Figure 7 shows the Receiving Operating Characteristics(ROC) curve for classification of the road crack images. It can be seen that the proposed multi-tasking Faster RCNN approach provides better performance and larger ROC-AUC value compared to the basic ResNet+SVM and CNN model. Figure 8 shows the sample road images with cracks, without cracks, ground truth image with bounding boxes on the cracks, and the classified images for our proposed MIT-CHN-ORR dataset. The figure shows that the proposed multi-tasking faster RCNN precisely calculates the bounding box of the cracks from the crack labels, we can see that the proposed model correctly classifies the types of crack.

ROC-AUC curve for classification of road crack images.

The first row shows the few sample non-crack images from the MIT-CHN-ORR dataset, the second row shows the few sample crack images from the MIT-CHN-ORR dataset, the third row shows a few sample ground truth for crack images with bounding boxes from the MIT-CHN-ORR dataset, fourth and fifth row shows few of the sample output images obtained using Multi-tasking Faster RCNN (linear crack, non-linear crack, alligator crack, road damage, and non-crack) from MIT-CHN-ORR dataset.
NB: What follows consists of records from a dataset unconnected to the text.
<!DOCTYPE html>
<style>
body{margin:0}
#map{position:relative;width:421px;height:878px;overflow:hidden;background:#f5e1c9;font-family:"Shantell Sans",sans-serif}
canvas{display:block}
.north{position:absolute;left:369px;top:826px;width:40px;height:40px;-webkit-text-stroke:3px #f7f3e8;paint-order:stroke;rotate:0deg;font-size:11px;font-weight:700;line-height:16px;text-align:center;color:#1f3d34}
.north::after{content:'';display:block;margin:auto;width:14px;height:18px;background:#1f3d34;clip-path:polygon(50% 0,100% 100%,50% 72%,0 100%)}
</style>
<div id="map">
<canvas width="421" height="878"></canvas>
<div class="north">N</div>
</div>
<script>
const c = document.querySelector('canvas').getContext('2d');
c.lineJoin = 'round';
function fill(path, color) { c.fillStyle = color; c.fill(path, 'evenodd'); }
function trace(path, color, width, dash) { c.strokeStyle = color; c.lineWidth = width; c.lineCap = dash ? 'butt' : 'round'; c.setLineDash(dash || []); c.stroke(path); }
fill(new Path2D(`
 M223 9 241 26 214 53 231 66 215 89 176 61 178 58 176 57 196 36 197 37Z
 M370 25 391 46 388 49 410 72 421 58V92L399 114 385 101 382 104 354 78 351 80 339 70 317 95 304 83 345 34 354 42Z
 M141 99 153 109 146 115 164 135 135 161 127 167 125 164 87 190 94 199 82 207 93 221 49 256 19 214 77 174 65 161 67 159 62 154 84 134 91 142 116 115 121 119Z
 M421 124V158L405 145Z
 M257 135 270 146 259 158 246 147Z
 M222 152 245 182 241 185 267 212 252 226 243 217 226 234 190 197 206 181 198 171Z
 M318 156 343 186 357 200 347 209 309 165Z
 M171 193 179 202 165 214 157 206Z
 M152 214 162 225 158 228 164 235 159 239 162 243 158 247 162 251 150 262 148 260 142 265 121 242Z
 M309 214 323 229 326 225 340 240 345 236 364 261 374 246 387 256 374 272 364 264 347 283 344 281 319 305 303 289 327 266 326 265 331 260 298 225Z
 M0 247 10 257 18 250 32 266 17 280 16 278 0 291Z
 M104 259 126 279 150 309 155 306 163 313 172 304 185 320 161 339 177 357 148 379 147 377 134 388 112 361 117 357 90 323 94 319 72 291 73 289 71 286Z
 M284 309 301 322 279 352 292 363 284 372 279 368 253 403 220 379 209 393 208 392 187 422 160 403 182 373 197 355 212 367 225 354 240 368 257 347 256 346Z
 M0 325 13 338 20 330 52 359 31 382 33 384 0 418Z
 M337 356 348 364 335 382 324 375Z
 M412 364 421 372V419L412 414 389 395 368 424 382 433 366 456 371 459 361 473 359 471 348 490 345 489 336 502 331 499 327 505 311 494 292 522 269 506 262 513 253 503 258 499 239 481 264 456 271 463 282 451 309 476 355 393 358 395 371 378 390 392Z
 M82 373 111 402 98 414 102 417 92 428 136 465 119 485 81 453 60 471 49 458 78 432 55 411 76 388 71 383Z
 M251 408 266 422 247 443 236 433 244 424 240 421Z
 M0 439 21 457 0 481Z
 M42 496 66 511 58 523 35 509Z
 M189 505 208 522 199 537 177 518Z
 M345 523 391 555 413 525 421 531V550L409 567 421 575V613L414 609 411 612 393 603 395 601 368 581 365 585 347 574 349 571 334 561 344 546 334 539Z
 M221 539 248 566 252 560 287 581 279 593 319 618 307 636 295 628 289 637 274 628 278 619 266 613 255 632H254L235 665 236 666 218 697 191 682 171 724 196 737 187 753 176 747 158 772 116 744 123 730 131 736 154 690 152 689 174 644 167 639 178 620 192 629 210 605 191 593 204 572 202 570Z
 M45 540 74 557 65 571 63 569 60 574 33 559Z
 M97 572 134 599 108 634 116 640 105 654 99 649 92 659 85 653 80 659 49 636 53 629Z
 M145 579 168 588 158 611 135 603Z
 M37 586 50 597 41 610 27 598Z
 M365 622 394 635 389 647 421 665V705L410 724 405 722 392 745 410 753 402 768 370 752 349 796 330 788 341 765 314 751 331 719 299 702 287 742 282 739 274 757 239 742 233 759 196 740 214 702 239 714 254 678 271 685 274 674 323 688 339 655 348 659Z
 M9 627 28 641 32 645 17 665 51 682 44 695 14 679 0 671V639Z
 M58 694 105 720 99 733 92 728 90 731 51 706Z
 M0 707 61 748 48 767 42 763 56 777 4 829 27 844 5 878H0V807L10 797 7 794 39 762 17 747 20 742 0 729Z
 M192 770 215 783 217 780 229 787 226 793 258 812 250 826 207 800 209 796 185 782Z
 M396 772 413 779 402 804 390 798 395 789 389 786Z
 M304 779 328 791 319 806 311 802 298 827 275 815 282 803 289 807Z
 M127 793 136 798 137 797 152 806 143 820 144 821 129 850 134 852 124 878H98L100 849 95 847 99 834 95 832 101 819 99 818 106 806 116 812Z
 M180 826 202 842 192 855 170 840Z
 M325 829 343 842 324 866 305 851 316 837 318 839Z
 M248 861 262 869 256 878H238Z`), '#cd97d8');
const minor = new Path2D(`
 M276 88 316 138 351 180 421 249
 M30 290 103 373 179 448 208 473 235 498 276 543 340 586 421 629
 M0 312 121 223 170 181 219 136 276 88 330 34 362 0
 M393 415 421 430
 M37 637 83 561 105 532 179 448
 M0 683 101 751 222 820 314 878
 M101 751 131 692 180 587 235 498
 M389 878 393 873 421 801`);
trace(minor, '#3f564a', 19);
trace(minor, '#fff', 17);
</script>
Maintaining roadways is a very tedious task as there are larger stretches of roads are available in a country. There are many approaches developed for road crack identification and detection. The present study puts forth a multi-tasking Faster-RCNN for crack detection and classification. We have also proposed global average pooling and region of interest align in the multi-tasking Faster RCNN for multi-tasking the classification and detection. The RoI Align reduces the error due to the quantization of the strides from the region proposal to the original image. The proposed models are evaluated using the MIT-CHN-ORR dataset and RDDC dataset. The performance results of the proposed methods were compared with the existing methods using various evaluation metrics. The evaluation results show that the proposed multi-tasking Faster RCNN outperforms the other state-of-the-art approaches for road crack detection and classification.